CREATE SINK

CREATE SINK sends data from Materialize to an external sink.

Conceptual framework

Sinks let you stream data out of Materialize, using either sources or views.

Sink source type Description
Source Simply pass all data received from the source to the sink without modifying it.
Table Stream all changes to the specified table out to the sink.
Materialized view Stream all changes to the view to the sink. This lets you use Materialize to process a stream, and then stream the processed values. Note that this feature only works with materialized views, and does not work with non-materialized views.

Syntax

CREATE SINK IF NOT EXISTS sink_name FROM item_name INTO kafka_sink_connection KEY ( key_column , ) FORMAT sink_format_spec ENVELOPE DEBEZIUM UPSERT WITH with_options

kafka_sink_connection

KAFKA CONNECTION connection_name ( TOPIC topic , connection_option )

sink_format_spec

AVRO USING csr_connection JSON

csr_connection

CONFLUENT SCHEMA REGISTRY CONNECTION connection_name ( , connection_option )
Field Use
IF NOT EXISTS If specified, do not generate an error if a sink of the same name already exists.

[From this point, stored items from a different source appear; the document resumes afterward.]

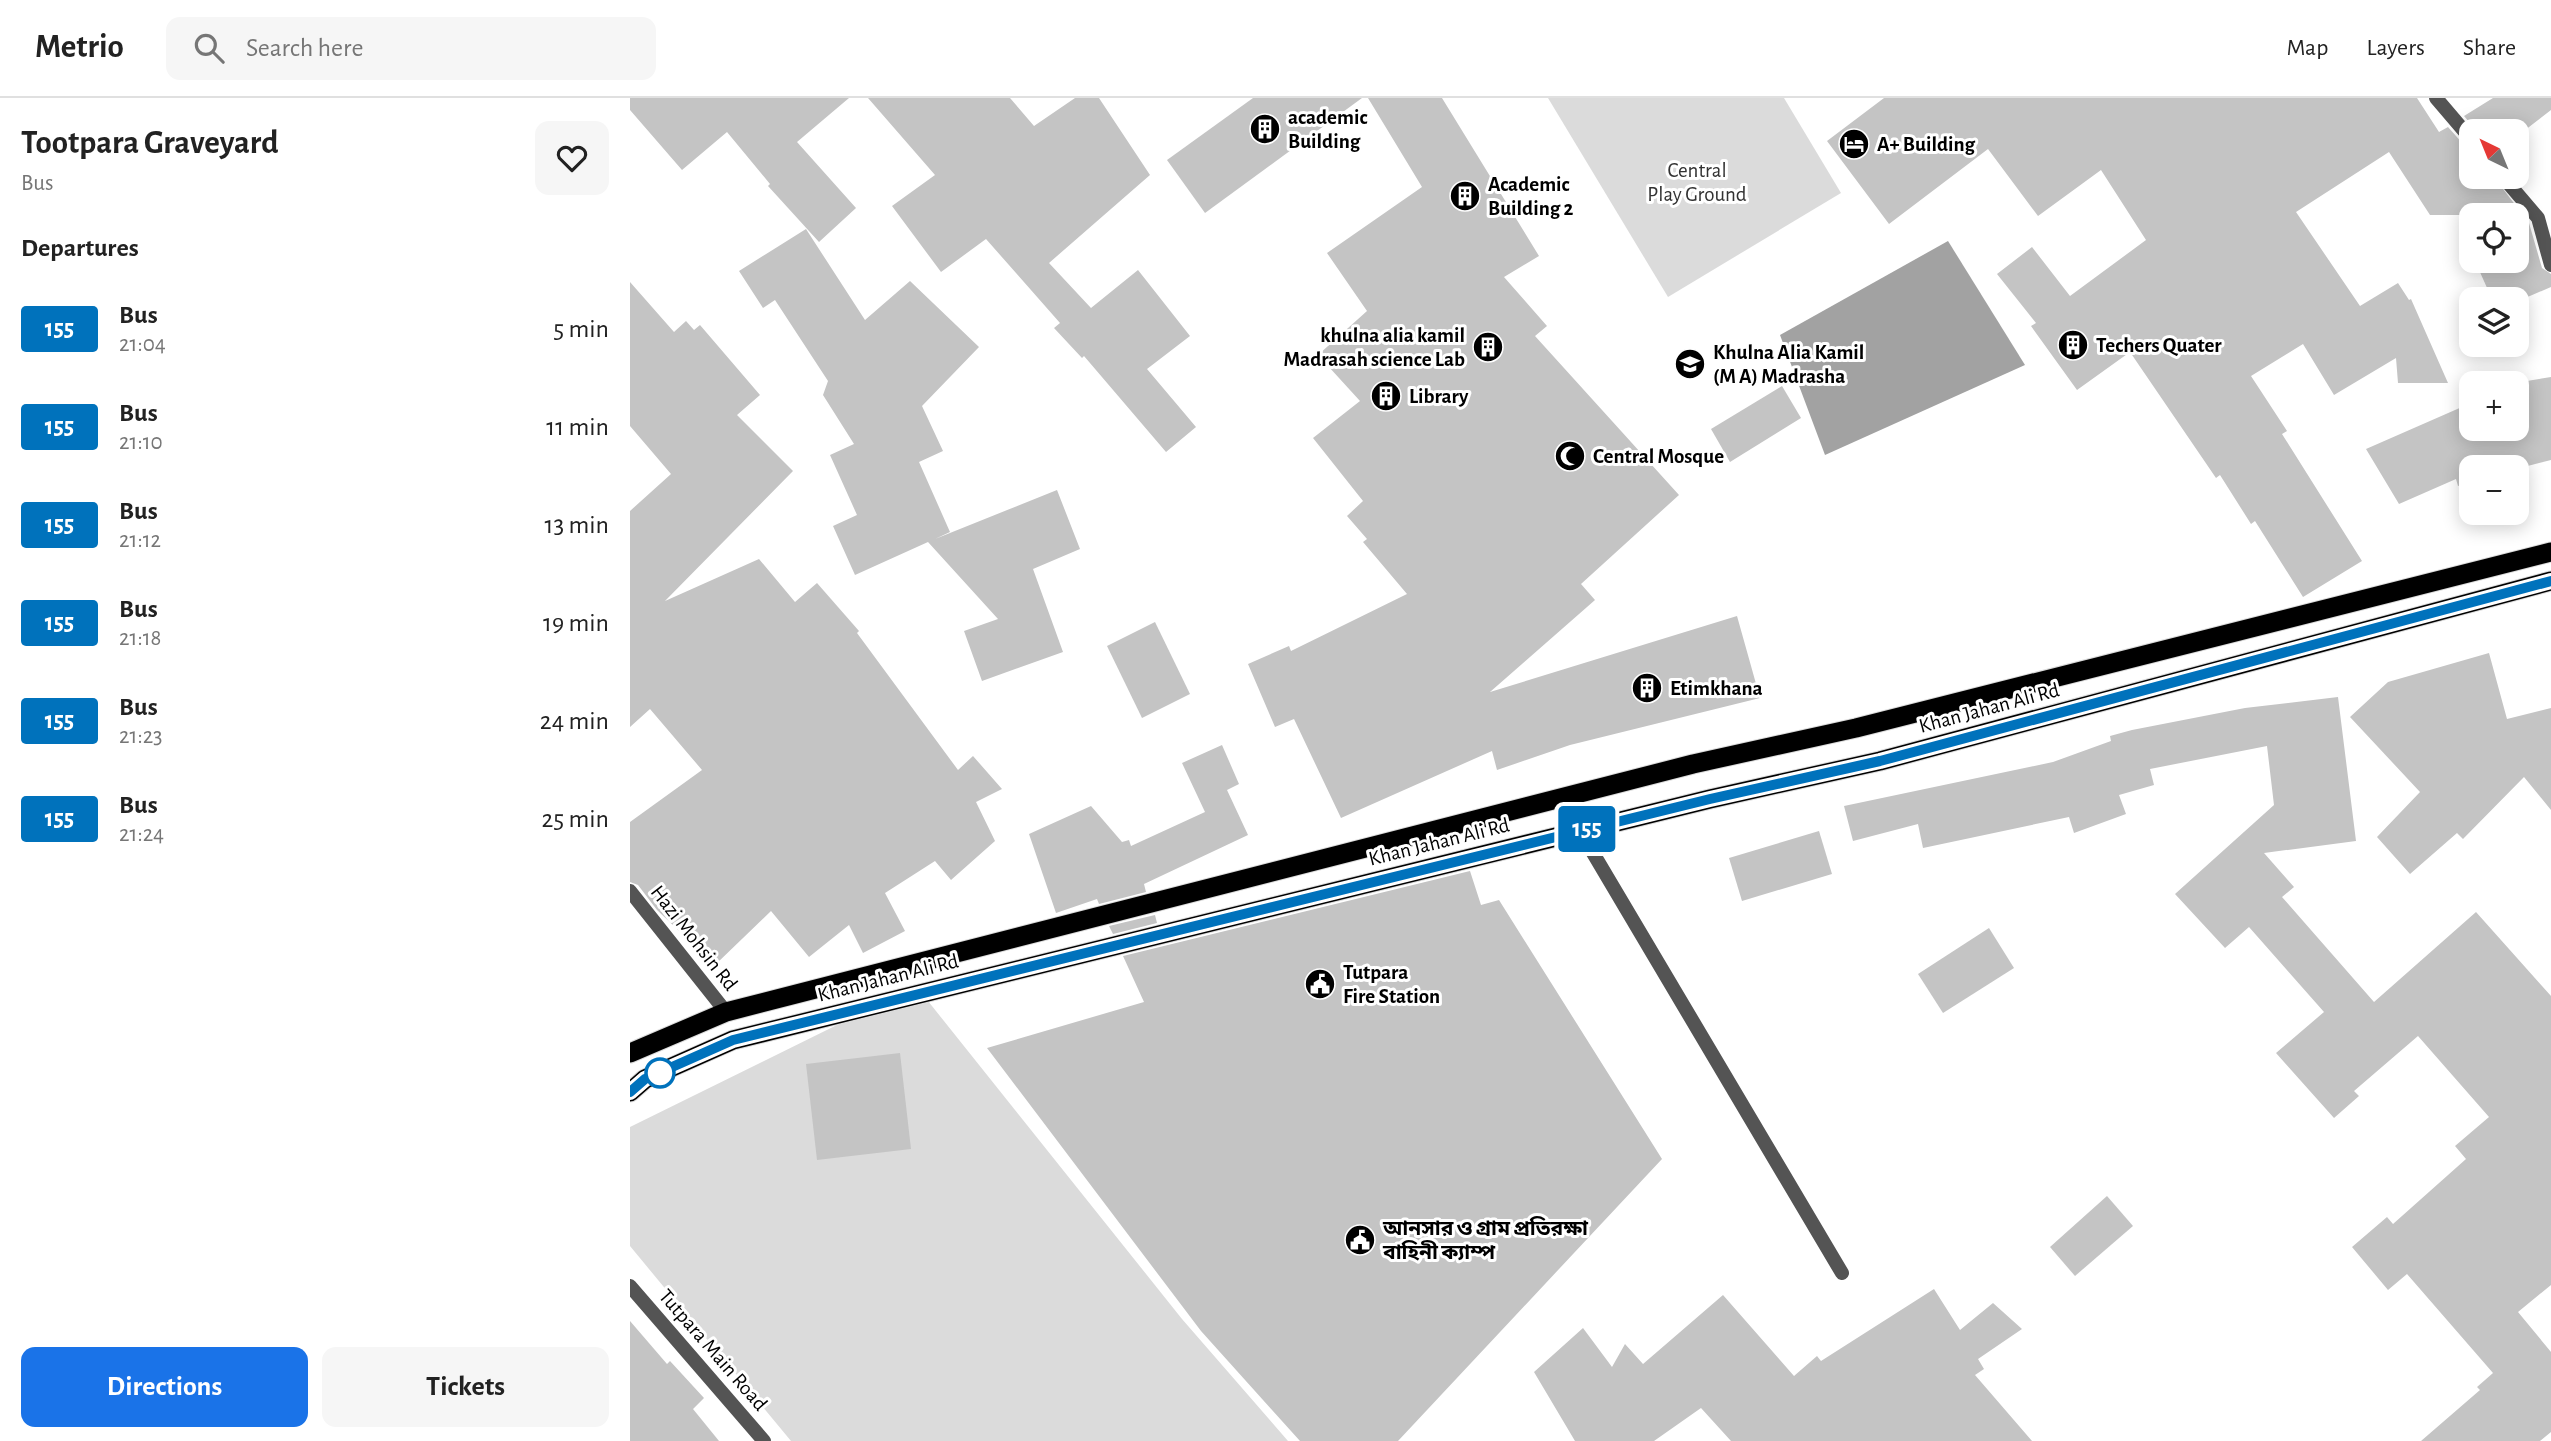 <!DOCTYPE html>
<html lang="en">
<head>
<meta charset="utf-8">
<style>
  :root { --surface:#fff; --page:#f6f6f6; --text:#222; --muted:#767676; --line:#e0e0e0; --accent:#1a73e8 }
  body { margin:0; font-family:"Alegreya Sans","Noto Sans Bengali",sans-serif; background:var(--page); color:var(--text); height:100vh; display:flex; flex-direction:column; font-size:26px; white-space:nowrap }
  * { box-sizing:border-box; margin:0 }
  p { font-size:23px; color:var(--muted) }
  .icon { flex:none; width:38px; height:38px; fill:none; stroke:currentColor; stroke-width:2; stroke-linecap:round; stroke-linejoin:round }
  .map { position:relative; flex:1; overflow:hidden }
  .panel { display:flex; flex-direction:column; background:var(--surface); width:630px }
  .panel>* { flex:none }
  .badge { padding:0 14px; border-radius:5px; font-size:24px; line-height:46px }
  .needle { width:46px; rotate:317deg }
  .tools { position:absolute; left:1829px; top:21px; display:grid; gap:14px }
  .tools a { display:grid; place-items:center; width:70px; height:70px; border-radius:14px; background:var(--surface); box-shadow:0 4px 18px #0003; font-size:35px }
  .map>.badge { position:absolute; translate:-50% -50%; box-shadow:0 0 0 4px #fff }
  h2 { padding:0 21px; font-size:26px; line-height:63px }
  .round { display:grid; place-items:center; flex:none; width:74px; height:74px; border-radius:14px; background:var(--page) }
  .summary { display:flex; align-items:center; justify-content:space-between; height:119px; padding:0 21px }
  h1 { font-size:33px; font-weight:700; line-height:52px }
  .primary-button { display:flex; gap:14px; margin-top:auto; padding:14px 21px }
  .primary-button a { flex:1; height:80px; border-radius:14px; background:var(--accent); color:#fff; font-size:28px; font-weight:700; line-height:80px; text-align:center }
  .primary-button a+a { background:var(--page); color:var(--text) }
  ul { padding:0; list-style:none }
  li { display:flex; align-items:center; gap:21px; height:98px; padding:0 21px }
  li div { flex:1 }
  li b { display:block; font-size:26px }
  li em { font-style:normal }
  li .badge { min-width:77px; font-weight:700; text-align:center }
  header { display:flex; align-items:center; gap:42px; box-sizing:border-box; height:98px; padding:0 35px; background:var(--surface); border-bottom:2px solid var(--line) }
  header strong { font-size:33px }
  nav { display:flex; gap:38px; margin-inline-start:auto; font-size:24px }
  .search { width:490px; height:63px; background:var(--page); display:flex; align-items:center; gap:18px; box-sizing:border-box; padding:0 24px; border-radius:14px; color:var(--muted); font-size:26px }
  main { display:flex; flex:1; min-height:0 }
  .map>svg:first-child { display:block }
  .green { fill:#dbdbdb }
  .water { fill:#a2a2a2 }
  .building { fill:#c4c4c4 }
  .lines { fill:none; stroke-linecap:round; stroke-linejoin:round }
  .trunk-casing { stroke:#dbdbdb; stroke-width:21 }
  .minor { stroke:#545454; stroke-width:14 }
  .tertiary { stroke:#545454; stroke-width:14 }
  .trunk { stroke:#000; stroke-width:19 }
  .line-casing { stroke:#fff; stroke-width:16 }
  .line { stroke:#0072bc; stroke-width:10 }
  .stop-dot { fill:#fff; stroke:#0072bc; stroke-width:3.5 }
  .labels { text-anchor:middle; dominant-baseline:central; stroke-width:6; stroke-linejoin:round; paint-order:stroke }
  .poi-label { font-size:21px; font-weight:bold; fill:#000; stroke:#fff; text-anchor:start }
  .park-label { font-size:21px; fill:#323232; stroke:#fff }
  .street-label { font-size:21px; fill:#000; stroke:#fff }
</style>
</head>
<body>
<header>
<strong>Metrio</strong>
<div class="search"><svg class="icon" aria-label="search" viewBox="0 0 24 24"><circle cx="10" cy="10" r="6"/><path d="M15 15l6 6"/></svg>Search here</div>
<nav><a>Map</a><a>Layers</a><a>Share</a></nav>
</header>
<main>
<section class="panel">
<div class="summary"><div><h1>Tootpara Graveyard</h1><p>Bus</p></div><a class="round"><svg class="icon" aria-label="heart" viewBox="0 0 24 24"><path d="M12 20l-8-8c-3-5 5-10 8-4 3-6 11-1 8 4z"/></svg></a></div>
<h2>Departures</h2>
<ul>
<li><span class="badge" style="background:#0072bc;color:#fff">155</span><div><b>Bus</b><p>21:04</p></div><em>5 min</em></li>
<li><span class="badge" style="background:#0072bc;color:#fff">155</span><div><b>Bus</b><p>21:10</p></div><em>11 min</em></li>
<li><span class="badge" style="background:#0072bc;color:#fff">155</span><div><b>Bus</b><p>21:12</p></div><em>13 min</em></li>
<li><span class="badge" style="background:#0072bc;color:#fff">155</span><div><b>Bus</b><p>21:18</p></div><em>19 min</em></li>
<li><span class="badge" style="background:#0072bc;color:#fff">155</span><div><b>Bus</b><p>21:23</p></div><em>24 min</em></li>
<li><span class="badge" style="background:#0072bc;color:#fff">155</span><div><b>Bus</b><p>21:24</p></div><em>25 min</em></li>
</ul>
<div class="primary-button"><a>Directions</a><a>Tickets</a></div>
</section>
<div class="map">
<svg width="1921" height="1343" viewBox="0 0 1921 1343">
  <rect width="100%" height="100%" fill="#fff"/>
  <g class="green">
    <polygon points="918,0 1154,0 1211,95 1038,199"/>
    <polygon points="286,888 552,1221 658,1343 161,1343 0,1148 0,1029"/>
  </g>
  <polygon class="water" points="1318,143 1395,267 1195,357 1150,237"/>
  <g class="building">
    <polygon points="0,0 219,0 167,44 226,110 189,144 138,88 140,86 97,34 52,72 0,12"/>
    <polygon points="238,0 380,0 404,28 445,0 469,0 520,77 419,165 461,210 508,172 560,238 517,271 566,329 536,354 454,258 452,260 424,230 430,225 356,141 311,174 262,108 305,77"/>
    <polygon points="623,0 732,0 575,115 537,62"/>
    <polygon points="738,0 812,0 909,158 874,179 917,228 905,238 1049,397 951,486 965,502 860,594 1107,518 1130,600 940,647 867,672 862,653 711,720 664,621 645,629 618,566 659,548 661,553 777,496 733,444 737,441 717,418 733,403 683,340 730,303 688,257 737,213 697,155 792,89"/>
    <polygon points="1254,0 1787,0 1809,34 1818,29 1834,47 1841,50 1841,75 1837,79 1864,79 1899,125 1912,170 1921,176 1921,189 1886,204 1886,201 1862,201 1845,163 1886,163 1886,117 1800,117 1759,54 1666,114 1730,208 1768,185 1779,202 1781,201 1818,285 1768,285 1766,260 1704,297 1673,246 1621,278 1657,333 1652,336 1732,463 1673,499 1625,423 1621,426 1590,377 1586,380 1500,254 1447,292 1401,228 1406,225 1367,176 1402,149 1440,198 1516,142 1471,72 1408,118 1358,51 1259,126 1197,43"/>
    <polygon points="1863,0 1921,0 1921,12 1886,39 1886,33 1847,33 1834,18"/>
    <polygon points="176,131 235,222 280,183 349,249 292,308 313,353 289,364 320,434 305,441 427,392 450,451 403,471 433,554 352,583 334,533 368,521 298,444 225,477 203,428 227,417 200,357 224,346 193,297 198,283 145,202 133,210 109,173"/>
    <polygon points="0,184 44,234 56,223 64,232 70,227 130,297 107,317 163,373 35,503 129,461 165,504 187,485 229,533 227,535 328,672 343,658 372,691 346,704 365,743 321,782 305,763 255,795 275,833 233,855 219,827 179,859 141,813 85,867 27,812 8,787 0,784 0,724 72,672 20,611 0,629 0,413 41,376 0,328"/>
    <polygon points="1921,279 1921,362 1886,371 1841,369 1841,384 1828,388 1826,381 1769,406 1736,351 1841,305 1841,331 1886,331 1885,285"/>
    <polygon points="1152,288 1171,320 1100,364 1081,331"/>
    <polygon points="525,524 560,596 512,620 477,548"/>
    <polygon points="1859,555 1877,621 1921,610 1921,712 1894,679 1833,741 1827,735 1780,776 1747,739 1790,694 1720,619 1758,584"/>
    <polygon points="1708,599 1726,743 1634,755 1664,789 1652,799 1744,904 1846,814 1921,898 1921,1187 1888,1214 1921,1254 1921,1334 1910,1343 1791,1343 1850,1292 1847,1289 1863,1275 1777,1176 1758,1192 1722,1149 1757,1119 1763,1126 1836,1061 1825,1048 1859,1019 1788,938 1724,993 1729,998 1704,1020 1646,955 1694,914 1619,829 1595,850 1545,796 1644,707 1637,648 1520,671 1524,687 1489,697 1496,716 1444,735 1439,719 1293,750 1288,726 1223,743 1214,708 1423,664 1481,643 1480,638 1502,632 1615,610"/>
    <polygon points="592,647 609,686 597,692 618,737 514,786 516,794 469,806 467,801 426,815 399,736 461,708 492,744 499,742 501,748 575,714 552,665"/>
    <polygon points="1189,733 1202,776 1112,803 1099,760"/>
    <polygon points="840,773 851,807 869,802 1032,1061 768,1343 670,1343 571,1233 357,950 514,904 493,858"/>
    <polygon points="525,817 527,825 483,836 479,828"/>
    <polygon points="1359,830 1384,870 1313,915 1288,876"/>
    <polygon points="270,955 281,1051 187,1062 176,966"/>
    <polygon points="1477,1098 1503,1128 1445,1178 1420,1149"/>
    <polygon points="1304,1191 1330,1232 1363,1205 1392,1231 1348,1261 1354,1271 1345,1277 1402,1343 1101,1343 1071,1310 1024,1343 945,1343 904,1274 953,1230 982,1269 995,1246 1013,1266 1093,1197 1164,1278 1187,1258 1191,1263"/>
    <polygon points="0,1223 37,1266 40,1263 74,1300 63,1311 89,1343 0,1343"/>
  </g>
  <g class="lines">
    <g class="trunk-casing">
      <g id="trunk">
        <polyline points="0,955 96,914 1063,666 1226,630 1921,454"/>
        <polyline points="0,994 15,981 103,942 1080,701 1250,663 1921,483"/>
      </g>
    </g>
    <g class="minor">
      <polyline points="1806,0 1841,41"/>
      <polyline points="1873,79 1908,120 1921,167"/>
      <polyline points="950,733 1212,1175"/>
    </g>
    <g class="tertiary">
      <polyline points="0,793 96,914"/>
      <polyline points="0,1188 134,1343"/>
    </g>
    <use href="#trunk" class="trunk"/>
  </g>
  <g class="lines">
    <g class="line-casing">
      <polyline id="line" points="0,994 15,981 103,942 1080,701 1250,663 1921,483"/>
    </g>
    <use href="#line" class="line"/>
  </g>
  <defs>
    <g id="building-disc" transform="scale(1.575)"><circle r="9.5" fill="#000" stroke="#fff"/><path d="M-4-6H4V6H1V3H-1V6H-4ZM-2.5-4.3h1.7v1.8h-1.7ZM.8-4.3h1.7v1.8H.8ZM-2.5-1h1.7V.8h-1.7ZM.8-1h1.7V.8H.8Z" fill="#fff"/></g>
    <g id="hotel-disc" transform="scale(1.575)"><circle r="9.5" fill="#000" stroke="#fff"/><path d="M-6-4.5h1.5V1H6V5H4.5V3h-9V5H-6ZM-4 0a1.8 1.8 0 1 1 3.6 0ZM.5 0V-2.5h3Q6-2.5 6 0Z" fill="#fff"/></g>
    <g id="university-disc" transform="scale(1.575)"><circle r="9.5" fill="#000" stroke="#fff"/><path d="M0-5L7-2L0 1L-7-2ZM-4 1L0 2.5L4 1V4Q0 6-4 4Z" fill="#fff"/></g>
    <g id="mosque-disc" transform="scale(1.575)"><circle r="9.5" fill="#000" stroke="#fff"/><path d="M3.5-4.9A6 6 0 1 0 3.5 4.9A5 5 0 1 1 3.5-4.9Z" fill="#fff"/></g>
    <g id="civic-disc" transform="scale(1.575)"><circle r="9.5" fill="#000" stroke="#fff"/><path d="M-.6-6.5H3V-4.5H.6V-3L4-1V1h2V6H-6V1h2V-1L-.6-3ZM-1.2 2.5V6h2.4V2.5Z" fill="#fff"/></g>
  </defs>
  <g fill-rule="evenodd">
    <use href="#building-disc" x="635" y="31"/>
    <use href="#hotel-disc" x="1224" y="46"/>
    <use href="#building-disc" x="835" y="98"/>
    <use href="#building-disc" x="1443" y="247"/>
    <use href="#building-disc" x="858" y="249"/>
    <use href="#university-disc" x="1060" y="266"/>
    <use href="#building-disc" x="756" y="298"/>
    <use href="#mosque-disc" x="940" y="358"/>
    <use href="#building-disc" x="1017" y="590"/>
    <use href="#civic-disc" x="690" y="886"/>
    <use href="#civic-disc" x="730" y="1142"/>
  </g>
  <circle class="stop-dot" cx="30" cy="975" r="14"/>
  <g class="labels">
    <g class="poi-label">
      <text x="658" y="19">academic<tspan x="658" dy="24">Building</tspan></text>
      <text x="1247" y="46">A+ Building</text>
      <text x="858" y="86">Academic<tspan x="858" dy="24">Building 2</tspan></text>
      <text x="835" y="237" text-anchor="end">khulna alia kamil<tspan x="835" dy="24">Madrasah science Lab</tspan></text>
      <text x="1466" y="247">Techers Quater</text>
      <text x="1083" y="254">Khulna Alia Kamil<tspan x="1083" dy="24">(M A) Madrasha</tspan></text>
      <text x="779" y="298">Library</text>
      <text x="963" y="358">Central Mosque</text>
      <text x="1040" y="590">Etimkhana</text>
      <text x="713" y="874">Tutpara<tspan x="713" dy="24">Fire Station</tspan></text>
      <text x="753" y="1130">আনসার ও গ্রাম প্রতিরক্ষা<tspan x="753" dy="24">বাহিনী ক্যাম্প</tspan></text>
    </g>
    <g class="park-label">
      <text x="1067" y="72">Central<tspan x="1067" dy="24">Play Ground</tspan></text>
    </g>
    <g class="street-label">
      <text transform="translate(1359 610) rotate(-15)">Khan Jahan Ali Rd</text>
      <text transform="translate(809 744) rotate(-14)">Khan Jahan Ali Rd</text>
      <text transform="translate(64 840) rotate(52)">Hazi Mohsin Rd</text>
      <text transform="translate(258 880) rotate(-14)">Khan Jahan Ali Rd</text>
      <text transform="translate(83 1252) rotate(49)">Tutpara Main Road</text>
    </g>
  </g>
</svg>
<div class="tools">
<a><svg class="needle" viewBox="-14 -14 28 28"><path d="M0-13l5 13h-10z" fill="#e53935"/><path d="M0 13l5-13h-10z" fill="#767676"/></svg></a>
<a><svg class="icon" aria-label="locate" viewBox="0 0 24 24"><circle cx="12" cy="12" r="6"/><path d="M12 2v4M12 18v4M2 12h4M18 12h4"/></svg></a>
<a><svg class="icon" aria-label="layers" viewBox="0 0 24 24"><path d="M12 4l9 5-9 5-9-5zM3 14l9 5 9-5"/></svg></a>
<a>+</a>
<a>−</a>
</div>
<b class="badge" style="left:957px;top:731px;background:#0072bc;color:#fff">155</b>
</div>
</main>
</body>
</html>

If not specified, throw an error if a sink of the same name already exists. (Default)
sink_name A name for the sink. This name is only used within Materialize.
item_name The name of the source or view you want to send to the sink.
CONNECTION connection_name The name of the connection to use in the sink. For details on creating connections, check the CREATE CONNECTION documentation page.
KEY ( key_column ) An optional list of columns to use for the Kafka key. If unspecified, the Kafka key is left unset.
ENVELOPE DEBEZIUM The generated schemas have a Debezium-style diff envelope to capture changes in the input view or source.
ENVELOPE UPSERT The sink emits data with upsert semantics: updates and inserts for the given key are expressed as a value, and deletes are expressed as a null value payload in Kafka. For more detail, see Handling upserts.

CONNECTION options

Field Value Description
TOPIC text The prefix used to generate the Kafka topic name to create and write to.

CSR CONNECTION options

Field Value Description
AVRO KEY FULLNAME text Sets the Avro fullname on the generated key schema, if a KEY is specified. When used, a value must be specified for AVRO VALUE FULLNAME. The default fullname is row.
AVRO VALUE FULLNAME text Default: envelope. Sets the Avro fullname on the generated value schema. When KEY is specified, AVRO KEY FULLNAME must additionally be specified.

WITH options

Field Value Description
SNAPSHOT bool Default: true. Whether to emit the consolidated results of the query before the sink was created at the start of the sink. To see only results after the sink is created, specify WITH (SNAPSHOT = false).
SIZE text Required. The size for the sink. Accepts values: 3xsmall, 2xsmall, xsmall, small, medium, large, xlarge.

Detail

  • Materialize currently only supports Avro or JSON-formatted sinks that write to a Kafka topic.
  • Materialize stores information about the sink’s topic name in the mz_kafka_sinks system table. See the examples below for more details.
  • For Avro-formatted sinks, Materialize generates Avro schemas for views and sources that are stored in the sink. If needed, the fullnames for these schemas can be specified with the AVRO KEY FULLNAME and AVRO VALUE FULLNAME options.

Debezium envelope details

The Debezium envelope provides a “diff envelope”, which describes the decoded records' old and new values; this is roughly equivalent to the notion of Change Data Capture, or CDC. Materialize can write the data in this diff envelope to represent inserts, updates, or deletes to the underlying source or view being written for the sink.

Format implications

Using the Debezium envelope changes the schema of your Avro-encoded data to include something akin to the following field:

{
    "type": "record",
    "name": "envelope",
    "fields": [
        {
        "name": "before",
        "type": [
            {
            "name": "row",
            "type": "record",
            "fields": [
                {"name": "a", "type": "long"},
                {"name": "b", "type": "long"}
            ]
            },
            "null"
        ]
        },
        { "name": "after", "type": ["row", "null"] }
    ]
}

Note that:

  • You don’t need to manually create this schema. Materialize generates it for you.
  • The following section depends on the column’s names and types, and is unlikely to match our example:
    ...
    "fields": [
            {"name": "a", "type": "long"},
            {"name": "b", "type": "long"}
        ]
    ...
    

Kafka sinks

When sinking into Kafka, Materialize will write all the changes from the specified source, table, or materialized view into the topic you specify. If the topic does not exist, Materialize will use the Kafka Admin API to create the topic.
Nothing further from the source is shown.